Once I was almost completely submerged, the cables stopped moving. Ten, twenty, fifty green lights stared deep into my eyes, infused with a certain robotic dignity and grace. A voice echoed in that small, dark room that smelled of circuitry and sickly flesh: “Requesting permission to initiate final genetic rearrangement process.” I cried tears of joy as I yelled “yes!” at the top of my lungs. Without any delay, the cables entered my belly through the open wound, eating my intestines, stomach, bladder, prostate to carve a new space for a womb. I felt as it drained my blood and bones and deflated most of my body until I was a barely conscious husk of a man. My perception of time had evaporated and suddenly I was a thin bubble of overstretched and translucent skin almost as big as the room; I housed a pair of lungs, a mesh of cyber-organic wiring, blinking lights crowned by a desiccated head and, in the farthest recesses of my entrails, an embryo that would become you. I began to feel the stirrings of your renewed and not-yet-reborn self, my dove. I had lost control of my eyes – by then I was just a passive conscience and did not need nor want to move, I was afraid too hurt you – but I knew it was you. I imagined your tiny limbs, your coarse hair and would swear I could feel them grazing against my body-uterus whenever you involuntarily stirred in your yet-unconscious new self. I slept because you slept; I dreamt of you and was sure you dreamt of me.

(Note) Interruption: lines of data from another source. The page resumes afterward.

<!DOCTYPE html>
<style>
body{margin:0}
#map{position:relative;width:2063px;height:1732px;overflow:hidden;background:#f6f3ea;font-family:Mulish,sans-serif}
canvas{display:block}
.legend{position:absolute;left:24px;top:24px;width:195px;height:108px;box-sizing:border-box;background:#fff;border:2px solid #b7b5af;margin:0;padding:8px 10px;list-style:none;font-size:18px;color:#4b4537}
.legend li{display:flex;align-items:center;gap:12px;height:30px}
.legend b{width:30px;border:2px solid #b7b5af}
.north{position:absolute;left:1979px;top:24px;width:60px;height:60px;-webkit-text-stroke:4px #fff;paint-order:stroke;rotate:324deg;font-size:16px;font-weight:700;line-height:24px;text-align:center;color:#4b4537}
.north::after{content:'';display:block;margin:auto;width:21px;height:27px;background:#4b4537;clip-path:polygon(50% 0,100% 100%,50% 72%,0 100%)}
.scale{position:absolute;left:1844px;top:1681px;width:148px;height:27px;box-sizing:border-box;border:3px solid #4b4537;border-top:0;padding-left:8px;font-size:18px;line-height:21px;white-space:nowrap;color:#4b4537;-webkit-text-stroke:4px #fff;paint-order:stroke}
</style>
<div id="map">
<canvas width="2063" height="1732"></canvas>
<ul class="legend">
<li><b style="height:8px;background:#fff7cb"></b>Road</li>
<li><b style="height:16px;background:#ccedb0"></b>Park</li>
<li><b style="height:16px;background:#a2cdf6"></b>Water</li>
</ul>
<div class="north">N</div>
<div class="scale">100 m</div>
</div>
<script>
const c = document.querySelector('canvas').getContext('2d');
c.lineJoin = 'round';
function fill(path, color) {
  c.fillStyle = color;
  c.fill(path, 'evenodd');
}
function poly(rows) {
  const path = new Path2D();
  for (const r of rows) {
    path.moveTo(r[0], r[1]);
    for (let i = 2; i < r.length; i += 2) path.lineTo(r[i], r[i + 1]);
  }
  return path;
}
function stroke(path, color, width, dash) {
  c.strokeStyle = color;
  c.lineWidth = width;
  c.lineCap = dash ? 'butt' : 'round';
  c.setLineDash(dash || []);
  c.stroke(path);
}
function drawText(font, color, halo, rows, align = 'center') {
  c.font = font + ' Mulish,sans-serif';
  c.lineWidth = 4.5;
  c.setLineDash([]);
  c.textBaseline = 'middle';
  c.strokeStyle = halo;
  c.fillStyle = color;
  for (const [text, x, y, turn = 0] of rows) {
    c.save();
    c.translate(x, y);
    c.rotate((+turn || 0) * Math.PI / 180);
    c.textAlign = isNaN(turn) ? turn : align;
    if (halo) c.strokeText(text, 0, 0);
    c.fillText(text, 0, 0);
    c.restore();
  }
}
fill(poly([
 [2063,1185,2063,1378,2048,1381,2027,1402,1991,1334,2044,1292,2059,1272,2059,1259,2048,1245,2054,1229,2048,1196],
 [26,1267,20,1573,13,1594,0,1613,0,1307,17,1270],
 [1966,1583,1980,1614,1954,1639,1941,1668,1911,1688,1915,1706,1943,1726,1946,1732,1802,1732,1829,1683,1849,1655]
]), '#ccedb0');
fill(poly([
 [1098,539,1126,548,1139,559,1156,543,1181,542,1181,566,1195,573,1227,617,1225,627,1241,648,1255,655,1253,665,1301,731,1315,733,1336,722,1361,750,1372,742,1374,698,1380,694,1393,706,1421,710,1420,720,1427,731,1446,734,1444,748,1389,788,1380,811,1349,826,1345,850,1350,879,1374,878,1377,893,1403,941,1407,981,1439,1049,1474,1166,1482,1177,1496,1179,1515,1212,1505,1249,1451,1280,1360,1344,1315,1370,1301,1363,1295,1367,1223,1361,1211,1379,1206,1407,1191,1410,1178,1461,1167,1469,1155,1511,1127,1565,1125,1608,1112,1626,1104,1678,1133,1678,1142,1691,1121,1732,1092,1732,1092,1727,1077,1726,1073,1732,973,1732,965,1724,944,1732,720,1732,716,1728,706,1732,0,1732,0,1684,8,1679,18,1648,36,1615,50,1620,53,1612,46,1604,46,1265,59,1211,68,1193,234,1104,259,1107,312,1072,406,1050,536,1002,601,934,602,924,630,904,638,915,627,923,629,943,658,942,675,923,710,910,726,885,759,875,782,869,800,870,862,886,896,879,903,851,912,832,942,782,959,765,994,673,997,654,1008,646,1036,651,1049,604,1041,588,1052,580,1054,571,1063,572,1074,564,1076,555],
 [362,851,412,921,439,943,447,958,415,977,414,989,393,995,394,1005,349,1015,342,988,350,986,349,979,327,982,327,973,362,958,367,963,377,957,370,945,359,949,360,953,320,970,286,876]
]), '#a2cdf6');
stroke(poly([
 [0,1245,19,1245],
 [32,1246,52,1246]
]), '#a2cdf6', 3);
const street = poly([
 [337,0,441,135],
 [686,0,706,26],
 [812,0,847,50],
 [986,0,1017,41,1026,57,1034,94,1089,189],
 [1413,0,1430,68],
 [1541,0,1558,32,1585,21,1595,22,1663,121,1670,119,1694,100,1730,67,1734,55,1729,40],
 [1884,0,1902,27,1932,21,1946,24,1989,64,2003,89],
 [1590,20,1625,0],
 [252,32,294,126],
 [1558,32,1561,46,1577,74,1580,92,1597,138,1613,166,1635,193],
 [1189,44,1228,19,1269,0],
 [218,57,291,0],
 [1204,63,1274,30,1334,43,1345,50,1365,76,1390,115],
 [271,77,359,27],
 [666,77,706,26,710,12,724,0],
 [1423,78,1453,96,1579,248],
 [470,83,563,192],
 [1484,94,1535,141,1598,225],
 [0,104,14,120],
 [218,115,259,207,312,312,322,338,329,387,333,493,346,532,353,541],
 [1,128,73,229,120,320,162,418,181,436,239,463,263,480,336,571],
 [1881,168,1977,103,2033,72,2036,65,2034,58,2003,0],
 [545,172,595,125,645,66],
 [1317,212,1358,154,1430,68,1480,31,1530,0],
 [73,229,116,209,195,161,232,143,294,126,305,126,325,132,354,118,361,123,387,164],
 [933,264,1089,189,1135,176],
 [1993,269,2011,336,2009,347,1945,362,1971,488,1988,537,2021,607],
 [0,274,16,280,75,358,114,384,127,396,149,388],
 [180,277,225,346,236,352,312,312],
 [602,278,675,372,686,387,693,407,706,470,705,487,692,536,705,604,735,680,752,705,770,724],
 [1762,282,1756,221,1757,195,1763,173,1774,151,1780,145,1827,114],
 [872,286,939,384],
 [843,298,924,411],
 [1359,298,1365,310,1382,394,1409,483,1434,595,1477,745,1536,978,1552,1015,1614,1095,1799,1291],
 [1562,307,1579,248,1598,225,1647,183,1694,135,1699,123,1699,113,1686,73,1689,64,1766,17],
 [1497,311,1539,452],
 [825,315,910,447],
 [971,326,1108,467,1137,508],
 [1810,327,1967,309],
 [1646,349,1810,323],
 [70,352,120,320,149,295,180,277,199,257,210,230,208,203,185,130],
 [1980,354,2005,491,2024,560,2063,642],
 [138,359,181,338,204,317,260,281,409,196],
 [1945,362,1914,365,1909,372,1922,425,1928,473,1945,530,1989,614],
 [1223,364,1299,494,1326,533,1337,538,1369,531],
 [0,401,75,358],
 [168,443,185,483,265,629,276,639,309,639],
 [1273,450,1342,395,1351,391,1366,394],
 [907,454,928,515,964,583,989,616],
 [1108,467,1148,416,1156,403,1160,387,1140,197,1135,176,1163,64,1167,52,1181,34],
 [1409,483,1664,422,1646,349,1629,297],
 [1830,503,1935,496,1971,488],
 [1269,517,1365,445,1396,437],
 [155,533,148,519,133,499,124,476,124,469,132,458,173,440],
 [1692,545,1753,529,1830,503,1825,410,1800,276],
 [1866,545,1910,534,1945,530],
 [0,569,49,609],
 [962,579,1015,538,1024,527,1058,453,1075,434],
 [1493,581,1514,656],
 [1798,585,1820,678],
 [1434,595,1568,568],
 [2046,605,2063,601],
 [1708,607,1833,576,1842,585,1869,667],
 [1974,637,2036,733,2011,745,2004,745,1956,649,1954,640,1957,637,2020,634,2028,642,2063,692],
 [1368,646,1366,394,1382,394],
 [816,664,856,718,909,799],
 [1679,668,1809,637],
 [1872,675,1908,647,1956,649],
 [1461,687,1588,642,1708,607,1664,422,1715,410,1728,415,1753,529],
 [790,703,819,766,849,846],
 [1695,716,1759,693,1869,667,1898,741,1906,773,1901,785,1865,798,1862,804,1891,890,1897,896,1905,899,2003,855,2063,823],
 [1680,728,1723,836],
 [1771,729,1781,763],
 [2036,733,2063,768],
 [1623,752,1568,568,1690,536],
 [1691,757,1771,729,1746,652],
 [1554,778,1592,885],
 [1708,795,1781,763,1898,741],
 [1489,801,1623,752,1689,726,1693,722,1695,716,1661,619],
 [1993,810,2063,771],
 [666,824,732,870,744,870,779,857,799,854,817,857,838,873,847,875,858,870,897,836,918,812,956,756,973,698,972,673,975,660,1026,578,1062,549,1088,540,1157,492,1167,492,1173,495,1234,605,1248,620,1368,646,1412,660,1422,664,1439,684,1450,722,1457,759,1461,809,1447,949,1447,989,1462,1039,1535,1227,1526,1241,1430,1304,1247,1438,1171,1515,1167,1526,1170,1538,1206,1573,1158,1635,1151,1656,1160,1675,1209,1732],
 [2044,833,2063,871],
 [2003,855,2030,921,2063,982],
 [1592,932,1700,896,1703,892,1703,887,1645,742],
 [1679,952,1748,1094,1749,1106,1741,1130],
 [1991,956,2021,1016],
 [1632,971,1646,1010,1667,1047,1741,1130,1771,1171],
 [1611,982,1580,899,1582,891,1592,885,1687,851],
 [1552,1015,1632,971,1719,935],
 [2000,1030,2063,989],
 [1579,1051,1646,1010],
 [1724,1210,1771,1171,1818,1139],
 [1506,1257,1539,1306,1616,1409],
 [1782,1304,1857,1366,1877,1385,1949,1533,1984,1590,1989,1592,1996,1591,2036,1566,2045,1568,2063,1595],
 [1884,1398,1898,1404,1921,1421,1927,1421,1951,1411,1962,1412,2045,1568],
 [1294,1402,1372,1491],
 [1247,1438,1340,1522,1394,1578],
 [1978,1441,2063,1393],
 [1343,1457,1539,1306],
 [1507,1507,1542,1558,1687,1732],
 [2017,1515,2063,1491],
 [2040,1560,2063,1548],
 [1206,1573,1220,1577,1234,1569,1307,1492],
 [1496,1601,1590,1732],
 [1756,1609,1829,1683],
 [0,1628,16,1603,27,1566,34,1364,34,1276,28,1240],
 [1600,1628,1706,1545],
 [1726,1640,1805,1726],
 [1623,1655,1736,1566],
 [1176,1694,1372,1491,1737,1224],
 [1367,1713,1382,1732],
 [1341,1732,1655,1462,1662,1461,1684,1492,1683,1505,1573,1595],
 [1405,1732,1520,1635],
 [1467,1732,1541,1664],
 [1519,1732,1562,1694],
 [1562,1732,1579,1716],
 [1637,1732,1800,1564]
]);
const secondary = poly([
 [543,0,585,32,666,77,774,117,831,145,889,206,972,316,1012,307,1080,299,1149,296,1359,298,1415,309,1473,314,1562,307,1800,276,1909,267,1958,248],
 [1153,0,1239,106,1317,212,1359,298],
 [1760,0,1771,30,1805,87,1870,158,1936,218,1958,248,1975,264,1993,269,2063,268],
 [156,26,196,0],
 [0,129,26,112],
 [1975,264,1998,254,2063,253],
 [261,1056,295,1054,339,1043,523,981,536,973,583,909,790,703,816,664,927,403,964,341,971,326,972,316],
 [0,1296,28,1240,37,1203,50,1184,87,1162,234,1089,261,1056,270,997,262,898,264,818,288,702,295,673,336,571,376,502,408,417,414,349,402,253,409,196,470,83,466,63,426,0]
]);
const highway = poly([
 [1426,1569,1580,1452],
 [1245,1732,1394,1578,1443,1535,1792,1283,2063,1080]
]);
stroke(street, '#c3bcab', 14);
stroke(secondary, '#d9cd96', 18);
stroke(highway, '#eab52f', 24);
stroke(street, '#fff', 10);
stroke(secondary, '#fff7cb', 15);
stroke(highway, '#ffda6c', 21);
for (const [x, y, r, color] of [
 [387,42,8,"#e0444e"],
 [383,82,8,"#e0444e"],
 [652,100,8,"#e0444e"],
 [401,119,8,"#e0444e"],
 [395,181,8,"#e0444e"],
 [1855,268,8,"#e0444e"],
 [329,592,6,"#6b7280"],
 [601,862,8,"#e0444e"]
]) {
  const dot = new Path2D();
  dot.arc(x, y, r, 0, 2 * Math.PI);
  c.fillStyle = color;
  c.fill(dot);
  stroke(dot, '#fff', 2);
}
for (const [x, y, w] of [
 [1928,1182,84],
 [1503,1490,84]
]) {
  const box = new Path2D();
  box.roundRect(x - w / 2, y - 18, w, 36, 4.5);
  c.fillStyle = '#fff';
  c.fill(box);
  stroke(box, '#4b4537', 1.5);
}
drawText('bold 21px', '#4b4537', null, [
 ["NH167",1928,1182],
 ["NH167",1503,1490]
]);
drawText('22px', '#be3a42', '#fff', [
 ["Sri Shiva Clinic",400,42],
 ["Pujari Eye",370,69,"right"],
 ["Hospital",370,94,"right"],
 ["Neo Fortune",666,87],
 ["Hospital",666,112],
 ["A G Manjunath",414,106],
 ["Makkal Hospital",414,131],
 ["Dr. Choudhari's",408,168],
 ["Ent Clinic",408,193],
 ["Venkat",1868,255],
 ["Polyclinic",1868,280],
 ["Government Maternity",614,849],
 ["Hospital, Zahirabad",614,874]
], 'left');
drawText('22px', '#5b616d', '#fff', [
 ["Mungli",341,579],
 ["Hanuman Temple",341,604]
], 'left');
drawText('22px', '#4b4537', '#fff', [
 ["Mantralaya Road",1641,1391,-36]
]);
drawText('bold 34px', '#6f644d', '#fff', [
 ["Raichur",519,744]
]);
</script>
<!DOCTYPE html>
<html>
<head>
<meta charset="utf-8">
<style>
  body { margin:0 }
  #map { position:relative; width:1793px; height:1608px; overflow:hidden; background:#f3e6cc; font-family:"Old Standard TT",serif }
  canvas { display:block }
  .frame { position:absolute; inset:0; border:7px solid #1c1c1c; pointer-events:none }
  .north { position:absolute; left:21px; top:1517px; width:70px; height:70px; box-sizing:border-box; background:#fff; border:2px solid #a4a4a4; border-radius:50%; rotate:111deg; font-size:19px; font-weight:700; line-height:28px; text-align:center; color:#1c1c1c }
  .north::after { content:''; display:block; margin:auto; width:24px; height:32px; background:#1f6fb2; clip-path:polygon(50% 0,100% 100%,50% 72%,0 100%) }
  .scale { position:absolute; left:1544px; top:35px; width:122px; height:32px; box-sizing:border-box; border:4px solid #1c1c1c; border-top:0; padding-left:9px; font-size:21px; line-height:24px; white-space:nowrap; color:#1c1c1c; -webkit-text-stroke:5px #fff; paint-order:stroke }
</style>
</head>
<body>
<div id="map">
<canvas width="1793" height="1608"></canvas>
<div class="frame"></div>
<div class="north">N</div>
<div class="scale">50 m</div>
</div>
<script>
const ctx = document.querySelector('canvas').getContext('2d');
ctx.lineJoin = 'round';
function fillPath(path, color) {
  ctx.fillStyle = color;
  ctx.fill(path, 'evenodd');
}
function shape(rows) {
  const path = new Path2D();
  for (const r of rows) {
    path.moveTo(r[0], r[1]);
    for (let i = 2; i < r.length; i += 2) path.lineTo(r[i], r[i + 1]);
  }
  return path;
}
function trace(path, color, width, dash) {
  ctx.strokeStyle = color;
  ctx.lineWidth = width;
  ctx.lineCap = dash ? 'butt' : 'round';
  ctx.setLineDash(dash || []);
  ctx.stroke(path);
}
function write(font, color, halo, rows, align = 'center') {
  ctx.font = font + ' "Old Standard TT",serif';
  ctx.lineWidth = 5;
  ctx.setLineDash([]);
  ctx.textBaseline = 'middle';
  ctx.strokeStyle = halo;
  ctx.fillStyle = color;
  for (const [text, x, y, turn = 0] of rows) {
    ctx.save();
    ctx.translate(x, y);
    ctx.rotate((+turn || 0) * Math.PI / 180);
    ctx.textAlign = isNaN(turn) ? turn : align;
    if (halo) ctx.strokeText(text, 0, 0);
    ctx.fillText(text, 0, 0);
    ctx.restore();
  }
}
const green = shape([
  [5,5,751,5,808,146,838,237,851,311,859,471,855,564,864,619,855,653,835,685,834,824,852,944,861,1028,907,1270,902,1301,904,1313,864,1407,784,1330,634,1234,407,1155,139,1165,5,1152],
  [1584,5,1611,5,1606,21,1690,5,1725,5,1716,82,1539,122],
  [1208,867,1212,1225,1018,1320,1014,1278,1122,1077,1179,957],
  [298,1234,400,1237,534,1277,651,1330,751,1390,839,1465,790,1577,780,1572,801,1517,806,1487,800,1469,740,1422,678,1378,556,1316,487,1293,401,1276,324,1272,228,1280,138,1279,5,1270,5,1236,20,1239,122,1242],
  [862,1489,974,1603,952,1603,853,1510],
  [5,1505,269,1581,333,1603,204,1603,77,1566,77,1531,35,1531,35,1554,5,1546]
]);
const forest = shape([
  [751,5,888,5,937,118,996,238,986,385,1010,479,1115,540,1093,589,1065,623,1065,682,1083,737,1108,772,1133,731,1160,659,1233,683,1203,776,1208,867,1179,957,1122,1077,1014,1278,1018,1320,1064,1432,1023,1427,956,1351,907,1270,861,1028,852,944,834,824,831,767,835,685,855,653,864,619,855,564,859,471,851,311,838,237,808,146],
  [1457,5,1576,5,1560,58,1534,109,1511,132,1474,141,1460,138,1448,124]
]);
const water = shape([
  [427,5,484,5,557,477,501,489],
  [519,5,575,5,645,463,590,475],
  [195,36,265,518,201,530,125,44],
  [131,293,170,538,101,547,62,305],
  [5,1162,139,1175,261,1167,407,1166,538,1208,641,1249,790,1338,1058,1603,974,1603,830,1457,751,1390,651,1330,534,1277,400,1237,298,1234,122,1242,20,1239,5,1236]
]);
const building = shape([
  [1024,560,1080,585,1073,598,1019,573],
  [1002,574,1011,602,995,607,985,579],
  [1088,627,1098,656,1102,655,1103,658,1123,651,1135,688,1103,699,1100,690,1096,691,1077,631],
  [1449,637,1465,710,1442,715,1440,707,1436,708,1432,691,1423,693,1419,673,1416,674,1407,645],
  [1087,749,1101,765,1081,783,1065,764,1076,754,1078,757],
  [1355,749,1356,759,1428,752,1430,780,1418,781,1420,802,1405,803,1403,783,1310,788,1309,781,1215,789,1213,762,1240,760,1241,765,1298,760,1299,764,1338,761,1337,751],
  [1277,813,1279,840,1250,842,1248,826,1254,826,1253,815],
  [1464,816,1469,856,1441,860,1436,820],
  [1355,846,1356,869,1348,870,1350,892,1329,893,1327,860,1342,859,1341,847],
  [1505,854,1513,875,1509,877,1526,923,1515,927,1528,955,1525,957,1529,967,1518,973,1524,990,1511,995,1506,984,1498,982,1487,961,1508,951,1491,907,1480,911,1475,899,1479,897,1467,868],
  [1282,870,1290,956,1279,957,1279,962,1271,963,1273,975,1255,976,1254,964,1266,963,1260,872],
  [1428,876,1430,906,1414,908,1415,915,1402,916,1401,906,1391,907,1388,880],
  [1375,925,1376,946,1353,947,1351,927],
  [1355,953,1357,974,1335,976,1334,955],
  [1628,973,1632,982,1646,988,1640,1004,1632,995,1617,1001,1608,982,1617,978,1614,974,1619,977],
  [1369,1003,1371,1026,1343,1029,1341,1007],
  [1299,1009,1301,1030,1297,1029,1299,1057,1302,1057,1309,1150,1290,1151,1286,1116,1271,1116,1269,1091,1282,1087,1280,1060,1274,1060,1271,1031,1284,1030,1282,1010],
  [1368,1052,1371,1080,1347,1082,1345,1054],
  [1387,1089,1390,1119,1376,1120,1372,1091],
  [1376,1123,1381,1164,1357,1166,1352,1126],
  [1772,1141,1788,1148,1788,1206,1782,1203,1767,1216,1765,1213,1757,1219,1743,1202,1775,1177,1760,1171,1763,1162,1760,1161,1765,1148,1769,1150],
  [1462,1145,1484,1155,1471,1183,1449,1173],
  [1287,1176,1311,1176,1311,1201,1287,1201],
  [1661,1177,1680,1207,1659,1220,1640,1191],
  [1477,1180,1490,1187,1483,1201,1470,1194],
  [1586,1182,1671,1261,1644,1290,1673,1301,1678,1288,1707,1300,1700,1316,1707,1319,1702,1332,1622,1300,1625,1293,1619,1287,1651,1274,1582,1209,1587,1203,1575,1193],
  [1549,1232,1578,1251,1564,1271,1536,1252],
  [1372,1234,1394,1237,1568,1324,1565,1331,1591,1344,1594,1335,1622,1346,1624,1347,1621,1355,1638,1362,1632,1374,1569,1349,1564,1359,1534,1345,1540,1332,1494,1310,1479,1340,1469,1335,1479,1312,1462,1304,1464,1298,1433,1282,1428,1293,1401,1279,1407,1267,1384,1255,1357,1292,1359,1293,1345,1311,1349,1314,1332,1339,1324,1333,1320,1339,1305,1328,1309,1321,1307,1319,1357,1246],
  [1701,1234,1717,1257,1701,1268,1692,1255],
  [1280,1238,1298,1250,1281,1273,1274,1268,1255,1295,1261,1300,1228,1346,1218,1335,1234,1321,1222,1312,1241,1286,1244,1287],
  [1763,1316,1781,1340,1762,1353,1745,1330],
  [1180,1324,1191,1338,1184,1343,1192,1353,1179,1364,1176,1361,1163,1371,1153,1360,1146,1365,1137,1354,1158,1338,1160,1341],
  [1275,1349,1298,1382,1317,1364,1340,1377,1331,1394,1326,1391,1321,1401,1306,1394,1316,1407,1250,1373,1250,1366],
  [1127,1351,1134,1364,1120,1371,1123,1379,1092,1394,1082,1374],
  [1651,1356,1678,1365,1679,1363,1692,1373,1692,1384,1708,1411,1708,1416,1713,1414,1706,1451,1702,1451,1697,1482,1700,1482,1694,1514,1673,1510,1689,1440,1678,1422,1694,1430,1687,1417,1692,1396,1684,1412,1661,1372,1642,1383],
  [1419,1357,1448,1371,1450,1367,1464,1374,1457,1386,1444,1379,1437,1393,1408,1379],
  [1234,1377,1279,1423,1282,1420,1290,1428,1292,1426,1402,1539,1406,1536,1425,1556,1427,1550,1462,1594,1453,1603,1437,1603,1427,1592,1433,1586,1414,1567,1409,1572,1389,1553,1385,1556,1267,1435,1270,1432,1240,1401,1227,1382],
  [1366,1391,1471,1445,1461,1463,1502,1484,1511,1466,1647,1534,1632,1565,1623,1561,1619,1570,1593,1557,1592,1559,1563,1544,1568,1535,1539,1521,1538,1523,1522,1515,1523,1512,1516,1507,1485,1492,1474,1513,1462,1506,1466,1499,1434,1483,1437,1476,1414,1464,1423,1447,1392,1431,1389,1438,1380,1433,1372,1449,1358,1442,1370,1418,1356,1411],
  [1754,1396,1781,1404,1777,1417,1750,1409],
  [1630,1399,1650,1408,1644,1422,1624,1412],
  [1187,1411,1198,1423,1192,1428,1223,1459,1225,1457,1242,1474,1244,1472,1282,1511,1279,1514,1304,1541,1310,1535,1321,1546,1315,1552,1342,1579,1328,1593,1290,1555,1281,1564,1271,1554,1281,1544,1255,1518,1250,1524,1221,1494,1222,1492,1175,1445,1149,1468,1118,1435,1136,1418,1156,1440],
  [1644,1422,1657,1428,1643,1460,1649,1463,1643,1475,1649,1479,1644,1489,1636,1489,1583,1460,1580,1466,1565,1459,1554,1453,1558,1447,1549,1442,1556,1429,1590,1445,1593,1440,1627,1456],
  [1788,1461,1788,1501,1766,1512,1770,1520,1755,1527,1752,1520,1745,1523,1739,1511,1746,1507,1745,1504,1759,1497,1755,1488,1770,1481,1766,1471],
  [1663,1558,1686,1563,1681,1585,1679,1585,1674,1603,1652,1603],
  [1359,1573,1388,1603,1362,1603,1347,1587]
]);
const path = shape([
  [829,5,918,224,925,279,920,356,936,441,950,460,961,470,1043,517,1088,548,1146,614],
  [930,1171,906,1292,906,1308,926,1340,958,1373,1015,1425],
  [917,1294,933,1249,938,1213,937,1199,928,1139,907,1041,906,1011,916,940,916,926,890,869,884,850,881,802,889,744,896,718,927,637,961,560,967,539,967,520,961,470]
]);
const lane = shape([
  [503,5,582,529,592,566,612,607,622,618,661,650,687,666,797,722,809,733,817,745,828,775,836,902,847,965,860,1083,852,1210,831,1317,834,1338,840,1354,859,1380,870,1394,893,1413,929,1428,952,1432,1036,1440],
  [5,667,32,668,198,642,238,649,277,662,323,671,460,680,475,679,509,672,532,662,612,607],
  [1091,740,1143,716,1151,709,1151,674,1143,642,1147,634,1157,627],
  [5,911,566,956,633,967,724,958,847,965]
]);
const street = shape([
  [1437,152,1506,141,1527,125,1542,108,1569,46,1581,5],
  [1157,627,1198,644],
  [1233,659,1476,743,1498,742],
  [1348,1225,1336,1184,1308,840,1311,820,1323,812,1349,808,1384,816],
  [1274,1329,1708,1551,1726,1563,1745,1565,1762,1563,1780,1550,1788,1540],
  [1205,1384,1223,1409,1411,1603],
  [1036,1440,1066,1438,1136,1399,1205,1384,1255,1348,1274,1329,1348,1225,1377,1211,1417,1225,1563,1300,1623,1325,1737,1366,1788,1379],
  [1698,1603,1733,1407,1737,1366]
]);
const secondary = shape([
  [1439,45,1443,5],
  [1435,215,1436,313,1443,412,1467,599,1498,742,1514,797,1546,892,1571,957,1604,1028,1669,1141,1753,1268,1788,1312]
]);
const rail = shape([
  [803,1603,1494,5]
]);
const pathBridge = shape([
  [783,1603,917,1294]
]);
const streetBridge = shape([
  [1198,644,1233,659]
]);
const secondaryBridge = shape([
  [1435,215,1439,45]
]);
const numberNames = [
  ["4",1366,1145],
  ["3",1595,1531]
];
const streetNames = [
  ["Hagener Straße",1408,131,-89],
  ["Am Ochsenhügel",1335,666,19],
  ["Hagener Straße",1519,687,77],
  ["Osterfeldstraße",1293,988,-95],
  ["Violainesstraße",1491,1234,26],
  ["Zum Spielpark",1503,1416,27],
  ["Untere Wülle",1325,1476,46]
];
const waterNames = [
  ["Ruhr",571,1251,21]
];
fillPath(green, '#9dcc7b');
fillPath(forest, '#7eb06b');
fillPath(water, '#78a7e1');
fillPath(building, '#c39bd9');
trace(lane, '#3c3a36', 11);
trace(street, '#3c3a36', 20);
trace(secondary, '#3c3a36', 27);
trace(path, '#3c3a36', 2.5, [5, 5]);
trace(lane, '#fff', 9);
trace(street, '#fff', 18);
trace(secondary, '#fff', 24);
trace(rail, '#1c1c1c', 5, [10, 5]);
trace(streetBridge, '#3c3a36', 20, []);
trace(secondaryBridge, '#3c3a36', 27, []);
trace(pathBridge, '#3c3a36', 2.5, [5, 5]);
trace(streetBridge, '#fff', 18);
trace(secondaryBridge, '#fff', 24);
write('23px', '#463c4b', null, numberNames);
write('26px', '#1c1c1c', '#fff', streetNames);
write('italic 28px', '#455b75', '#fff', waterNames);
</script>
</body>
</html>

A loud ringing stirred me awake and was followed by the same voice from moments or ages ago: “gestational period completed. Requesting permission for birthing protocol.” I voiced sounds I hoped were close to a positive reply. “Birthing protocol will drastically reduce life-support capabilities. We will be able to provide you with approximately ten seconds of consciousness after birth. Confirm permission to initialise birthing protocol?” My dove, I was exhausted, but, from the depths of what was left of my deformed body, I conjured up enough energy to say yes once again. The whisper came out of my parched lips and almost immediately after the cables detached my head from my spherical body. It deflated like a popped chewing gum bubble and revealed a mesh of plastic tubes and flesh-coloured tissues intertwined and sculpted in the shape of a flower bud. The bud opened and revealed the reborn you covered in brown mucus and black wiring. I wanted to cry, but my body had long been drained dry. My vision slowly faded away as I saw your perfect arachnid frame: your pear-shaped body, your six legs tightly folded against your idiosoma, the long fangs protruding from your mouthpart, the adorable shiny eyes on your sides. Just like I remembered you, but bigger, brighter, healthier. My dove, my prettiest, my softest little dove: I wished you a joyful life.